→ **Material for this task**:
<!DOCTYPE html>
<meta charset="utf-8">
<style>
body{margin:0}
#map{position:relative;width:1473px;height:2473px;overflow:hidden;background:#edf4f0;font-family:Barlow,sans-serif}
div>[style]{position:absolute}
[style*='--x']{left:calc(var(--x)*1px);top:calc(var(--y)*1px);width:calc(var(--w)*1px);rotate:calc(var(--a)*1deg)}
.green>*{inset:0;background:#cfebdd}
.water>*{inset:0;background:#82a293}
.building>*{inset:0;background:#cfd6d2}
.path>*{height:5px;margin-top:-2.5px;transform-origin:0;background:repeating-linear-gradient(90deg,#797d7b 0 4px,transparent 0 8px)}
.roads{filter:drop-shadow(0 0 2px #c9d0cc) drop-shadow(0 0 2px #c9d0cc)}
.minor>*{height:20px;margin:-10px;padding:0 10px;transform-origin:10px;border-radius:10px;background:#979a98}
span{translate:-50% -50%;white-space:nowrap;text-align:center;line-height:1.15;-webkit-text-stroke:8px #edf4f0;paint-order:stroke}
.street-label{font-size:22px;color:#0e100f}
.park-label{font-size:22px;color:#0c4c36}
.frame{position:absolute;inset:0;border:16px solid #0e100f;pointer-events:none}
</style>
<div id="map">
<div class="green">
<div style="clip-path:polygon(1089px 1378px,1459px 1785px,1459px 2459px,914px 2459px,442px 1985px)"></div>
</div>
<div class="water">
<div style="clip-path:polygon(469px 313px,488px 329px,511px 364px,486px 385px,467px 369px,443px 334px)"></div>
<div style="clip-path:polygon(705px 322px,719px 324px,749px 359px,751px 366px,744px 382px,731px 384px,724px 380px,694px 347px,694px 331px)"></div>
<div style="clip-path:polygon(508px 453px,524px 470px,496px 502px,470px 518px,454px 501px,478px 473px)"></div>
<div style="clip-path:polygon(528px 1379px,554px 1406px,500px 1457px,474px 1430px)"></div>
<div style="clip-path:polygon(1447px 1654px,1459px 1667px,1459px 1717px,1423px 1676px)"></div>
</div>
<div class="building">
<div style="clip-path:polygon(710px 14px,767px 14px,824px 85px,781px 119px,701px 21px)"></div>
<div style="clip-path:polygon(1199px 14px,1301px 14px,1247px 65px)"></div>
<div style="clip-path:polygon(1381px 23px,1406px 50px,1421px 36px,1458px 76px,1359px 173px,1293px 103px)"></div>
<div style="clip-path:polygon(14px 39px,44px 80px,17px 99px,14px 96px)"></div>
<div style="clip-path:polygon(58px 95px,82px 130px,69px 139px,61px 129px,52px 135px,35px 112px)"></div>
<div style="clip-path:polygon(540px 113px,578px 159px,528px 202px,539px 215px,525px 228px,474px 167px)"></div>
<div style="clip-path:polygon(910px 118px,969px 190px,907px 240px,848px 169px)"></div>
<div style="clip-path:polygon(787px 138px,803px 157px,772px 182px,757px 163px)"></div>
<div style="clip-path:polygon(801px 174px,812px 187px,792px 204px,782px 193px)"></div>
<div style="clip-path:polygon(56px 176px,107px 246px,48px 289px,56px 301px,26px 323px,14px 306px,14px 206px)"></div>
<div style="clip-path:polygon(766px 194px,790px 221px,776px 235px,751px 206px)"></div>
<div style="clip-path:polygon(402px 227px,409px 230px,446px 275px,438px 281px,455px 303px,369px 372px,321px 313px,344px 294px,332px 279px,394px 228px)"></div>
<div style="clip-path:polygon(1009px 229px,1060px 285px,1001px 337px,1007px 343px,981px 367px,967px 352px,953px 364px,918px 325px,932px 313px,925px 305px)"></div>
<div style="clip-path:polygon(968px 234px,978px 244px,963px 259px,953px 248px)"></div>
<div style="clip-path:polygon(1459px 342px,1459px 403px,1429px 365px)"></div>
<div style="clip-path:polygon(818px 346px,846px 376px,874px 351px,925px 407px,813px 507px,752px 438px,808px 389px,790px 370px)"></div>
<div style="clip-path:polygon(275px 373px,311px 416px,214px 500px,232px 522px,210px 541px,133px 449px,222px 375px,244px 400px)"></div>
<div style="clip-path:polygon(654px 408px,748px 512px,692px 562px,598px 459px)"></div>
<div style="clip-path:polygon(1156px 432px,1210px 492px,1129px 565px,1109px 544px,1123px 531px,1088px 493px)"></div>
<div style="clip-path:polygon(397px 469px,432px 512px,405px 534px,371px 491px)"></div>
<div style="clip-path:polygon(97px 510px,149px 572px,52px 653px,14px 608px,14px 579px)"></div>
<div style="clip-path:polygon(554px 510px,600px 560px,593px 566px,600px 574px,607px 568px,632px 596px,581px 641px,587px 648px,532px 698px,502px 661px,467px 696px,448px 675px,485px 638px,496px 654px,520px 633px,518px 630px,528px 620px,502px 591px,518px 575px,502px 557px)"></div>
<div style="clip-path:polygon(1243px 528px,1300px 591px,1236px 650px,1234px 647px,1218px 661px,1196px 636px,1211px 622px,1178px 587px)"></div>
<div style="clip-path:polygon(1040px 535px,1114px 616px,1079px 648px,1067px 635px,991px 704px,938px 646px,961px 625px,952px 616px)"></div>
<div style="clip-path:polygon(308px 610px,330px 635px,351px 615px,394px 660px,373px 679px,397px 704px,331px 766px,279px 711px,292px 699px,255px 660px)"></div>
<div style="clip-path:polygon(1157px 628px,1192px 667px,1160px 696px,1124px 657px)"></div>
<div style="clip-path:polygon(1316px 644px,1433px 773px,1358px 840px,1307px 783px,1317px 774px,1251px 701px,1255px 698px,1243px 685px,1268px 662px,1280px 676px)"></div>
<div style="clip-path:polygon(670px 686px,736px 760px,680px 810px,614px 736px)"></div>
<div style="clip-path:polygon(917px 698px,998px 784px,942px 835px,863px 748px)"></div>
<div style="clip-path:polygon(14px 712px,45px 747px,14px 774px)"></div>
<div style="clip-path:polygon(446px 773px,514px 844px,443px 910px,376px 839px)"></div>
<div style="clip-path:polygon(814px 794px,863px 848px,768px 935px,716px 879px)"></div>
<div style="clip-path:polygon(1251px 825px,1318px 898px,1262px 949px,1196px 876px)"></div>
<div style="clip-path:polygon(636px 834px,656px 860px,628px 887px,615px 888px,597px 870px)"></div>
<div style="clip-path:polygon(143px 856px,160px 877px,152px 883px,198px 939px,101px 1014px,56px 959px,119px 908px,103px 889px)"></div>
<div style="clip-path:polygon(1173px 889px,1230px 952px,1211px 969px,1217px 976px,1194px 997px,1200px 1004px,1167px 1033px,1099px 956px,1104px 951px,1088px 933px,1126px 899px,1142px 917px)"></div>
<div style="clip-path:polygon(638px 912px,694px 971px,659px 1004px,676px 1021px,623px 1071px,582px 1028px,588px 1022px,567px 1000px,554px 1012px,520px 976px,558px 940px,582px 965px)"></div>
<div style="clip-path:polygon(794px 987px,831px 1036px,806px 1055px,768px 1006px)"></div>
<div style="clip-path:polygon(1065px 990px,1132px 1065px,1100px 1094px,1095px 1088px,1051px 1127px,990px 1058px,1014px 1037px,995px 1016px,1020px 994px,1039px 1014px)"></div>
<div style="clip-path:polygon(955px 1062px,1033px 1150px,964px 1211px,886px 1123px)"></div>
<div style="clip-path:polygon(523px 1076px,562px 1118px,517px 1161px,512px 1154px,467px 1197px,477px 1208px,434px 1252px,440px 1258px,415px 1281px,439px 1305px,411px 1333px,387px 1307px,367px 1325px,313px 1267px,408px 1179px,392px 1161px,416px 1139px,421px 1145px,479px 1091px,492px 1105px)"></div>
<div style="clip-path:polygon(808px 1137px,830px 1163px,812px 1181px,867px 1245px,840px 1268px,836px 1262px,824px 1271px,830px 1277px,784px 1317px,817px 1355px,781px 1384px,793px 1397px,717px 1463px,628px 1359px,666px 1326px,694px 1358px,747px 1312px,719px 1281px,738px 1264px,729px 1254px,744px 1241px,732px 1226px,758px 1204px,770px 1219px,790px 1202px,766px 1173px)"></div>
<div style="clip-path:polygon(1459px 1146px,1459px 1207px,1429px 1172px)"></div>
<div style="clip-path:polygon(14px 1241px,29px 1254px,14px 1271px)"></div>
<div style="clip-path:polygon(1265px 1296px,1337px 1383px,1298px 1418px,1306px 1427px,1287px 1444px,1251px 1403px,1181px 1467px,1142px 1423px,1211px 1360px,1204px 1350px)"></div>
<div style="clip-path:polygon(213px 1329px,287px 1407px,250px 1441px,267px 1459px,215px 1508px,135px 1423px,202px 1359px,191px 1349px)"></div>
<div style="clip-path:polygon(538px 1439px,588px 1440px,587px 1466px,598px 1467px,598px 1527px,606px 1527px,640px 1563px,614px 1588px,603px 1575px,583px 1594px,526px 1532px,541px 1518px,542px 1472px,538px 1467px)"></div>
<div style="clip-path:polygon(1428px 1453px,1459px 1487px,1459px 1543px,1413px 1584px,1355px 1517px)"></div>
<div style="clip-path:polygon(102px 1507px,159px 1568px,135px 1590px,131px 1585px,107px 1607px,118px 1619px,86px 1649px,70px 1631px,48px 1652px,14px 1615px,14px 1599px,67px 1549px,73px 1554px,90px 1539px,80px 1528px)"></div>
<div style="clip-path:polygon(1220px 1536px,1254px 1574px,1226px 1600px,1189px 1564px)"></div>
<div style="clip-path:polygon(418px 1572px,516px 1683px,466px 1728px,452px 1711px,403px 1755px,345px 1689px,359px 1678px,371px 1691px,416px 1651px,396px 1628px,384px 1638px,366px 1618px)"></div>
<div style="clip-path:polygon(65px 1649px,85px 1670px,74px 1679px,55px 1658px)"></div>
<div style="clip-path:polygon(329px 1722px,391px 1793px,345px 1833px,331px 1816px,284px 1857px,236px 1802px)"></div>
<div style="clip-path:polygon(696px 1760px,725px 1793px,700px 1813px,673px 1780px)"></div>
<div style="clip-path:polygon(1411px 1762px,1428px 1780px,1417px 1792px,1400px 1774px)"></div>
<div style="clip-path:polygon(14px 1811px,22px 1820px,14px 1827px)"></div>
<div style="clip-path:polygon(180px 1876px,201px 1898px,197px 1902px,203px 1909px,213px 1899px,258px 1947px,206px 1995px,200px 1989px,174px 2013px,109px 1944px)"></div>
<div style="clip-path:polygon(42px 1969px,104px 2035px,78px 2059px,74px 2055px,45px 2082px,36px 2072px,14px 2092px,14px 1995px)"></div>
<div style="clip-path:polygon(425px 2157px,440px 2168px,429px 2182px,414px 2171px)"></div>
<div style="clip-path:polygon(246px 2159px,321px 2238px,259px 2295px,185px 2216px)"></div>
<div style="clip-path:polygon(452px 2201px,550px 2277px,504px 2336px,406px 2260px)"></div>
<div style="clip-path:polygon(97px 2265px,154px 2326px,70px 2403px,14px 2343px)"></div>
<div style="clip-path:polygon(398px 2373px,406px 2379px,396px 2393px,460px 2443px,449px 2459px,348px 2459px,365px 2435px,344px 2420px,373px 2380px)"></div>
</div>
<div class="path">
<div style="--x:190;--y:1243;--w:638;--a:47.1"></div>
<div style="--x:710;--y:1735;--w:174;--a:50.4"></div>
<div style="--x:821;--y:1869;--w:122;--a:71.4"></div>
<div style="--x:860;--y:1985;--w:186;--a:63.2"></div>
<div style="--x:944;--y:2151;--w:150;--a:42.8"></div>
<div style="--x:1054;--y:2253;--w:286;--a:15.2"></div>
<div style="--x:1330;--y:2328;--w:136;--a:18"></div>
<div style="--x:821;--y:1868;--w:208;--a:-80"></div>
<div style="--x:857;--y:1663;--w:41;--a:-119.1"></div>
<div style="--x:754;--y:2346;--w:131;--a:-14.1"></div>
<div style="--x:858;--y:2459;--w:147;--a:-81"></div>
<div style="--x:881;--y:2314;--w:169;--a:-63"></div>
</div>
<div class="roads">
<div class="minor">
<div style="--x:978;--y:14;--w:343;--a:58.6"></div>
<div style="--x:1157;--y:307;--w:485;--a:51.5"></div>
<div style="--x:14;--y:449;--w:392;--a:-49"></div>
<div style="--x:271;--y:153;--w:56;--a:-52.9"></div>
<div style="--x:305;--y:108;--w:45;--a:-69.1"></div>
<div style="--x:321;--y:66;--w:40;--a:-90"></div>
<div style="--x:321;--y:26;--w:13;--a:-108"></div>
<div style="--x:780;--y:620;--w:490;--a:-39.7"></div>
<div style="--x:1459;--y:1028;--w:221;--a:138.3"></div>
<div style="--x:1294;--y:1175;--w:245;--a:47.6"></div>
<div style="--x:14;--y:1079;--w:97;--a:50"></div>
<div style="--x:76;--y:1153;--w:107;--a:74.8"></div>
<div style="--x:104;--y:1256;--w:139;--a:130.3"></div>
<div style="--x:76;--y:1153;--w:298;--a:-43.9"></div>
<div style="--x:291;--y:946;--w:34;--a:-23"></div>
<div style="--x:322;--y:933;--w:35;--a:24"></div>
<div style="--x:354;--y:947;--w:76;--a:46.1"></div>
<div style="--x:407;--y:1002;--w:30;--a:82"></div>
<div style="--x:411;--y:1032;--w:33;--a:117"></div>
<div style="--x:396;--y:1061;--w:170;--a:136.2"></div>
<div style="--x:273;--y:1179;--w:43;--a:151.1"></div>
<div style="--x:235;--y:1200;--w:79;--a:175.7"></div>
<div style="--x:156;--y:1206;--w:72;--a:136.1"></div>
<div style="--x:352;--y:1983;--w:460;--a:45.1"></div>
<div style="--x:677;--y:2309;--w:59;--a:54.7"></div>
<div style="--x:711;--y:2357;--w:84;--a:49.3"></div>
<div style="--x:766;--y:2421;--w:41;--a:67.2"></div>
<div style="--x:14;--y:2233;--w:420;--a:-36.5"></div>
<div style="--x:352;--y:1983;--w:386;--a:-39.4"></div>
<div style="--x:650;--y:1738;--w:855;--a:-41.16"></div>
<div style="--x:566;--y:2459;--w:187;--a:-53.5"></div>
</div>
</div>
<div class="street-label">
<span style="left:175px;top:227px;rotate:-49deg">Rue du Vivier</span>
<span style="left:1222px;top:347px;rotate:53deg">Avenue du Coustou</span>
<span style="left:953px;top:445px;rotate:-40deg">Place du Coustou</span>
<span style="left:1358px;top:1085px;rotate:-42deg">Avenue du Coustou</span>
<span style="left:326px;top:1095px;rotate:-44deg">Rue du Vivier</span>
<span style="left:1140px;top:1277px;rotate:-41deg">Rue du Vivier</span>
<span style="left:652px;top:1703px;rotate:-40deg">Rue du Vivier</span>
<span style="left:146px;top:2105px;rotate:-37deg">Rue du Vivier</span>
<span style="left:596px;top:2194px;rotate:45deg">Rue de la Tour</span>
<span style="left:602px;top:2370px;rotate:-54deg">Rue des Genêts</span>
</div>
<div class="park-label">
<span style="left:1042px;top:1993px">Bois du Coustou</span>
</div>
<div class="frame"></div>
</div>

→ **What you are asked to do**:
Extract the lines of the preceding material that run from the line with "176px,107px 246px,48px 289px,56px" through the line with "510px,149px 572px,52px 653px,14px", inclusive, reproducing them exactly and adding nothing.

→ **Completed exercise**:
<div style="clip-path:polygon(56px 176px,107px 246px,48px 289px,56px 301px,26px 323px,14px 306px,14px 206px)"></div>
<div style="clip-path:polygon(766px 194px,790px 221px,776px 235px,751px 206px)"></div>
<div style="clip-path:polygon(402px 227px,409px 230px,446px 275px,438px 281px,455px 303px,369px 372px,321px 313px,344px 294px,332px 279px,394px 228px)"></div>
<div style="clip-path:polygon(1009px 229px,1060px 285px,1001px 337px,1007px 343px,981px 367px,967px 352px,953px 364px,918px 325px,932px 313px,925px 305px)"></div>
<div style="clip-path:polygon(968px 234px,978px 244px,963px 259px,953px 248px)"></div>
<div style="clip-path:polygon(1459px 342px,1459px 403px,1429px 365px)"></div>
<div style="clip-path:polygon(818px 346px,846px 376px,874px 351px,925px 407px,813px 507px,752px 438px,808px 389px,790px 370px)"></div>
<div style="clip-path:polygon(275px 373px,311px 416px,214px 500px,232px 522px,210px 541px,133px 449px,222px 375px,244px 400px)"></div>
<div style="clip-path:polygon(654px 408px,748px 512px,692px 562px,598px 459px)"></div>
<div style="clip-path:polygon(1156px 432px,1210px 492px,1129px 565px,1109px 544px,1123px 531px,1088px 493px)"></div>
<div style="clip-path:polygon(397px 469px,432px 512px,405px 534px,371px 491px)"></div>
<div style="clip-path:polygon(97px 510px,149px 572px,52px 653px,14px 608px,14px 579px)"></div>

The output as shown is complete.